# Information provided

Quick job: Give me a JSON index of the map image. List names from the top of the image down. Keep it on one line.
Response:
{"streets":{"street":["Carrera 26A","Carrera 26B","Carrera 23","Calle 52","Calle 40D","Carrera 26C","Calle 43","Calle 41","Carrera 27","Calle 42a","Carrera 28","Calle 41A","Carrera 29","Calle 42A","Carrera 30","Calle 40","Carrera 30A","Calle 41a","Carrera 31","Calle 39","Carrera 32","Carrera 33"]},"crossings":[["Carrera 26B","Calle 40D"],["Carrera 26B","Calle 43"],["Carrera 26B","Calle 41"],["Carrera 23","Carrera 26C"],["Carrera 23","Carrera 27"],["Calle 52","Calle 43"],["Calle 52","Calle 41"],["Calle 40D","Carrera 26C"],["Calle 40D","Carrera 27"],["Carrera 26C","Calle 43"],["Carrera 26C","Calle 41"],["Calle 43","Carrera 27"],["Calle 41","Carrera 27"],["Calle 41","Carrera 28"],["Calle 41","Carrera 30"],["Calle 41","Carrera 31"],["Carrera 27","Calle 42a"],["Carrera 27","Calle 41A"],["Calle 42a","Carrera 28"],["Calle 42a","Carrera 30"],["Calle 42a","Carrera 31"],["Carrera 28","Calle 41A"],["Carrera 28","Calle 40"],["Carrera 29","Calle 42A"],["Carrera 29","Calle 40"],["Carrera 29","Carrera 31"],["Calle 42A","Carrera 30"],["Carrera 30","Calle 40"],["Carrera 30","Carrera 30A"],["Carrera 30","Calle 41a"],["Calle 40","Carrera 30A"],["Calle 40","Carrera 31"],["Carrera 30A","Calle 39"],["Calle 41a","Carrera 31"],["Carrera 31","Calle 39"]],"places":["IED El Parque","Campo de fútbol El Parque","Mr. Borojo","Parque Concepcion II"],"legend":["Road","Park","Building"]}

# Exercise directions
The full listing should be duplicated exactly, line by line.

# Reply to the exercise
Quick job: Give me a JSON index of the map image. List names from the top of the image down. Keep it on one line.
Response:
{"streets":{"street":["Carrera 26A","Carrera 26B","Carrera 23","Calle 52","Calle 40D","Carrera 26C","Calle 43","Calle 41","Carrera 27","Calle 42a","Carrera 28","Calle 41A","Carrera 29","Calle 42A","Carrera 30","Calle 40","Carrera 30A","Calle 41a","Carrera 31","Calle 39","Carrera 32","Carrera 33"]},"crossings":[["Carrera 26B","Calle 40D"],["Carrera 26B","Calle 43"],["Carrera 26B","Calle 41"],["Carrera 23","Carrera 26C"],["Carrera 23","Carrera 27"],["Calle 52","Calle 43"],["Calle 52","Calle 41"],["Calle 40D","Carrera 26C"],["Calle 40D","Carrera 27"],["Carrera 26C","Calle 43"],["Carrera 26C","Calle 41"],["Calle 43","Carrera 27"],["Calle 41","Carrera 27"],["Calle 41","Carrera 28"],["Calle 41","Carrera 30"],["Calle 41","Carrera 31"],["Carrera 27","Calle 42a"],["Carrera 27","Calle 41A"],["Calle 42a","Carrera 28"],["Calle 42a","Carrera 30"],["Calle 42a","Carrera 31"],["Carrera 28","Calle 41A"],["Carrera 28","Calle 40"],["Carrera 29","Calle 42A"],["Carrera 29","Calle 40"],["Carrera 29","Carrera 31"],["Calle 42A","Carrera 30"],["Carrera 30","Calle 40"],["Carrera 30","Carrera 30A"],["Carrera 30","Calle 41a"],["Calle 40","Carrera 30A"],["Calle 40","Carrera 31"],["Carrera 30A","Calle 39"],["Calle 41a","Carrera 31"],["Carrera 31","Calle 39"]],"places":["IED El Parque","Campo de fútbol El Parque","Mr. Borojo","Parque Concepcion II"],"legend":["Road","Park","Building"]}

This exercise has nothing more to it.